Second, two high seas MPAs establish suggestions for non-contracting parties. The SOISS MPA and the RSr MPA encourage that before entering the defined area, all transiting fishing vessels are recommended to inform the CCAMLR Secretariat with details of their flag state, size, IMO number and intended course. (CCAMLR, 2009 Para 5, CCAMLR, 2016c Para 26). As a soft-law clause, this is likely to contribute to the control of vessels’ activities in these two high seas MPAs.

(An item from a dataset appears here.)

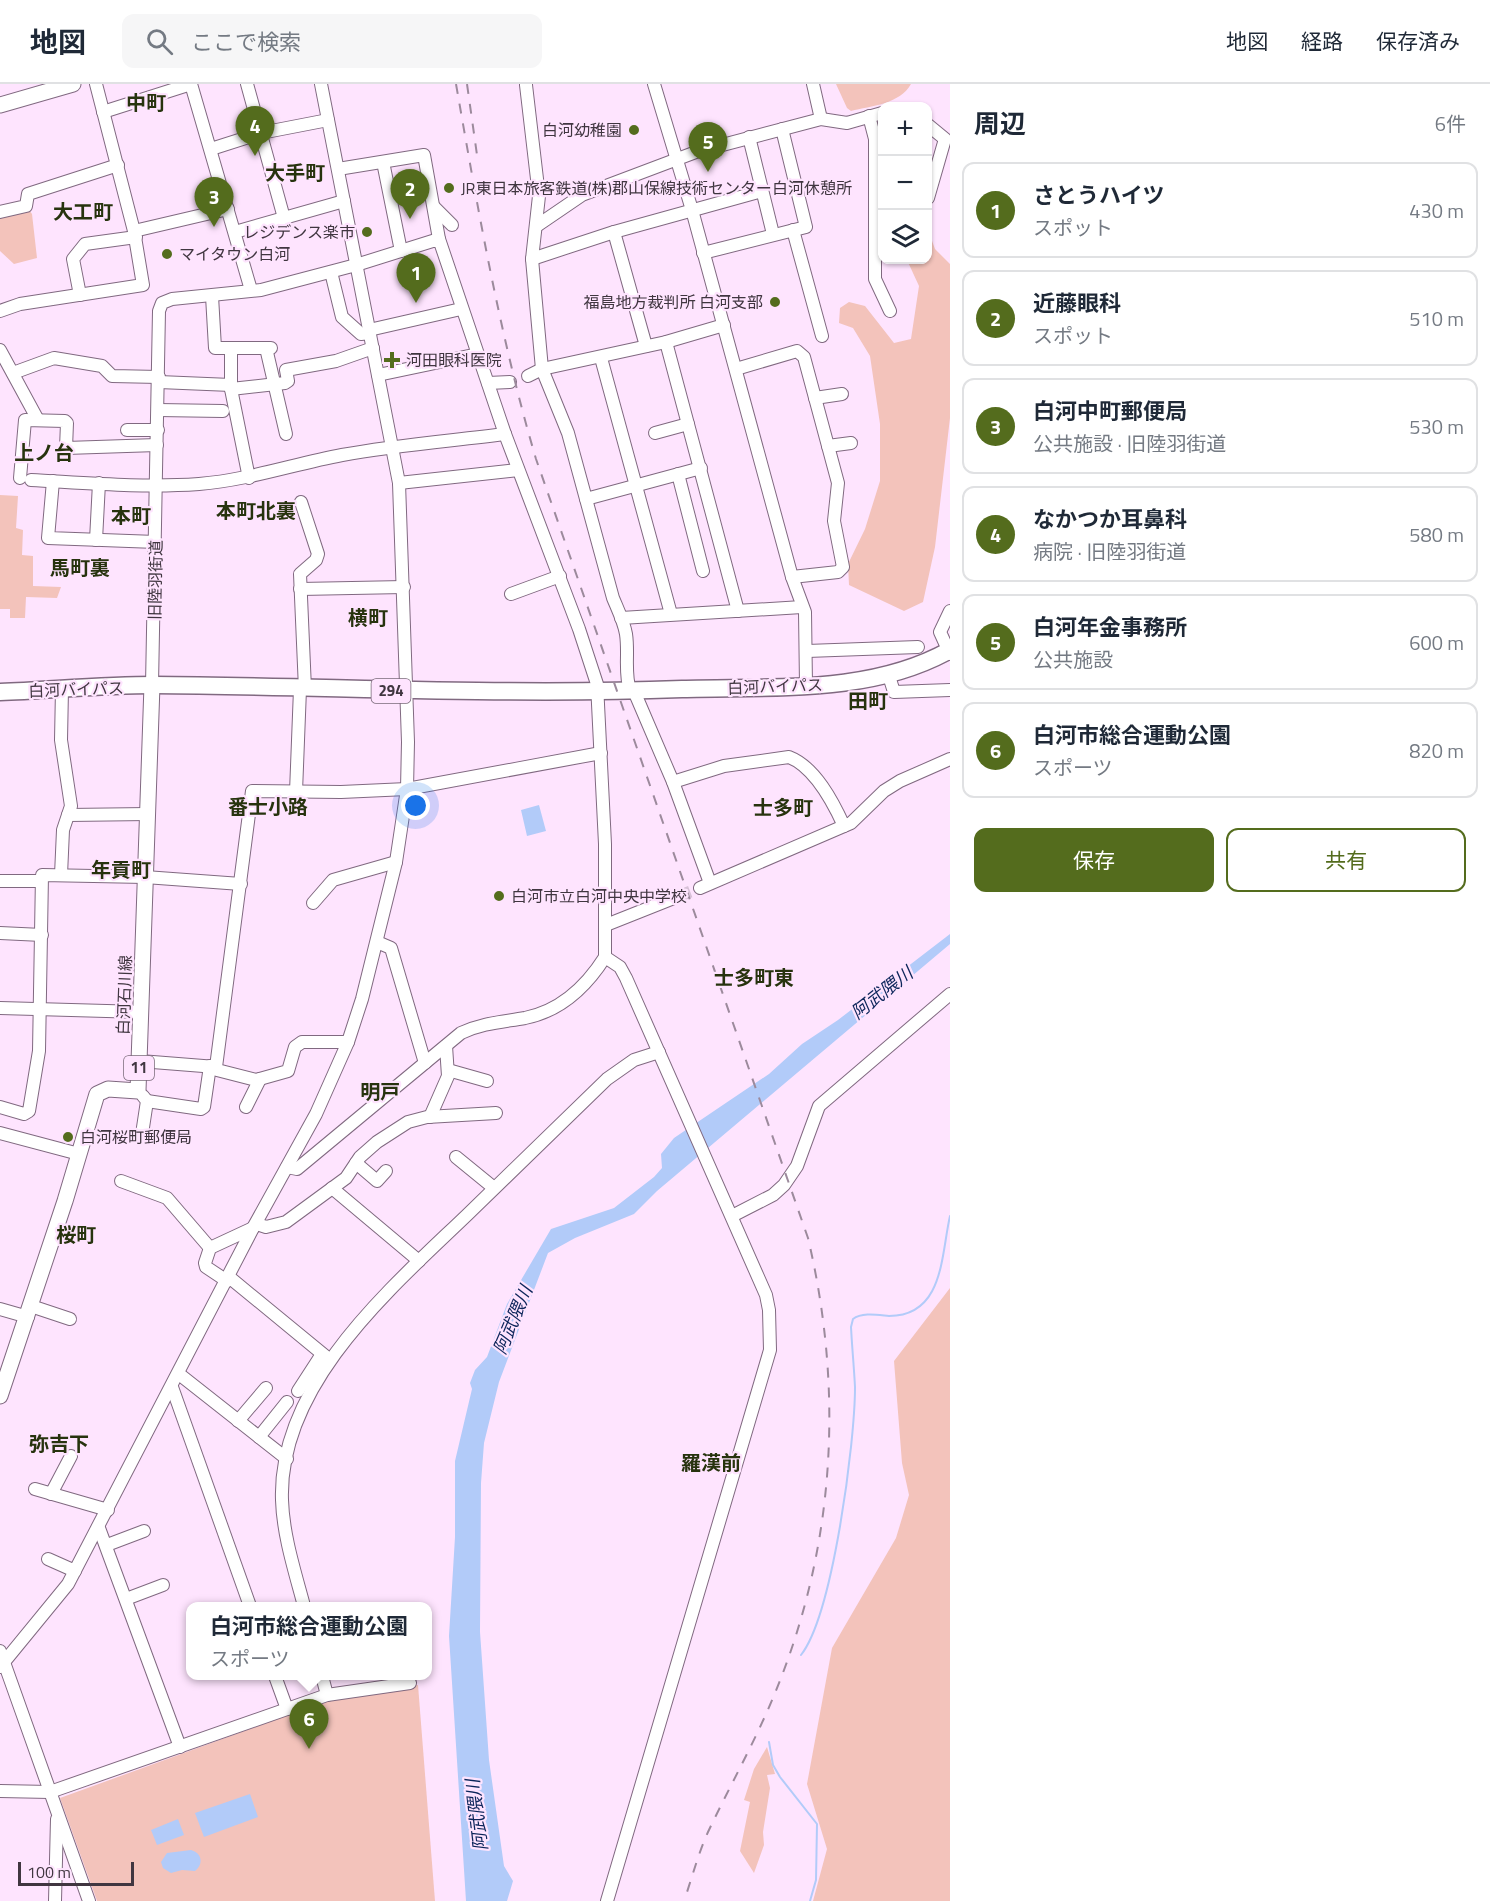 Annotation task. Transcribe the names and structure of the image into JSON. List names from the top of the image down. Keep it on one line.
{"streets":{"highway":["白河バイパス","294"],"main road":["白河石川線","11"],"street":["旧陸羽街道"]},"crossings":[["旧陸羽街道","白河バイパス"],["旧陸羽街道","294"],["旧陸羽街道","白河石川線"],["白河バイパス","294"],["白河バイパス","白河石川線"],["294","白河石川線"],["白河石川線","11"]],"districts":["中町","大手町","大工町","上ノ台","本町北裏","本町","馬町裏","横町","田町","番士小路","士多町","年貢町","士多町東","明戸","桜町","弥吉下","羅漢前"],"water":["阿武隈川"],"places":{"other":["白河幼稚園","JR東日本旅客鉄道(株)郡山保線技術センター白河休憩所","レジデンス楽市","マイタウン白河","福島地方裁判所 白河支部","白河市立白河中央中学校","白河桜町郵便局"],"health":["河田眼科医院"]},"scale_bar":"100 m","page":{"header":"地図","search":"ここで検索","nav":["地図","経路","保存済み"],"heading":["周辺","6件"],"map_buttons":["+","−"],"pins":["4","5","2","3","1","6"],"list":[{"mark":"1","name":"さとうハイツ","note":"スポット","value":"430 m"},{"mark":"2","name":"近藤眼科","note":"スポット","value":"510 m"},{"mark":"3","name":"白河中町郵便局","note":"公共施設 · 旧陸羽街道","value":"530 m"},{"mark":"4","name":"なかつか耳鼻科","note":"病院 · 旧陸羽街道","value":"580 m"},{"mark":"5","name":"白河年金事務所","note":"公共施設","value":"600 m"},{"mark":"6","name":"白河市総合運動公園","note":"スポーツ","value":"820 m"}],"buttons":["保存","共有"],"popup":["白河市総合運動公園","スポーツ"],"scale":"100 m"}}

Third, all of the high seas MPAs establish measures for combating IUU fishing. According to Articles 117 to 119 of the UNCLOS and Article 19 of the Fish Stock Agreement, flag States of the vessels are obliged to regulate the activities including fishing on the high seas (Lodge et al., 2007). This jurisdiction is also applicable in the high seas MPAs. Therefore, all of the high seas MPAs may be able to use flag States control to combat IUU fishing. Besides, all of the MPAs establish port state control to combat IUU fishing. In addition, all of the high seas MPAs have established inspection at sea according to RFMOs’ conservation measures and Articles 21 and 22 of the Fish Stock Agreement. Last but not least, there are IUU vessels lists in all of the MPAs.
3.2 Analysis opinion
First, management measures regarding reasonably restricting the freedom of fishing in the four high seas MPAs appear very specific. Some regulations even specify fishing methods or fishing gears for specific species, which makes these regulations practical.

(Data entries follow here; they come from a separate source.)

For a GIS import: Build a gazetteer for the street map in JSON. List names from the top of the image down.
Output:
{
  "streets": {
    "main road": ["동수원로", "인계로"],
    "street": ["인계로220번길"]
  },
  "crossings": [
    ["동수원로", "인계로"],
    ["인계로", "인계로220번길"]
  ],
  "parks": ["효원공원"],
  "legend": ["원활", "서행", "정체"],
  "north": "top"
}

For example, in 2015, the NEAFC adopted a recommendation on shark fishing. According to this recommendation, the Committee requests that Contracting Parties are responsible for taking necessary measures which ensure that the entire catches of sharks are landed. This means retention of all parts of the shark excepting a few of the organs to the first landing point (NEAFC, 2015). These procedures included the following requirements. First, all sharks were to be landed. Second, Contracting Parties shall prevent shark fins from being removed at sea, being kept on board, transhipment and landing. Third, regarding fisheries which are not directly aimed at sharks, Contracting Parties are responsible for releasing alive sharks that are caught incidentally and are not used for making a living. Fourth, Contracting Parties are required to conduct research to identify ways to improve the selectivity of fishing gears in order to diminish by-catches of sharks if it is possible. Compared with the general provisions of the UNCLOS, the aforementioned regulation is obviously more practical. In addition, fishing is a technical skill that includes a number of technical processes. A general rule without specific documents and stipulations will not effectively regulate fishing. Therefore, such measures to reasonably restrict fishing in the four high seas MPAs are further associated with realistic observations of fishing in those areas and appear more reasonable than general rules.
Second, legal instruments restricting fishing in the high seas MPAs have made advocacy provisions for non-Contracting Parties. These advocacy provisions seem to be able to nudge non-Contracting Parties to protect the high seas without violating the principles of international law. Taking the SOISS MPA and the RSr MPA as examples, in order to monitor traffic in the protected areas, before entering the defined area, all transiting fishing vessels are recommended to inform the CCAMLR Secretariat with details of their flag state, size, IMO number and intended course (CCAMLR, 2009 Para 2). As a soft-law clause, it is likely to contribute to the control or monitor of vessels’ activities in the MPAs.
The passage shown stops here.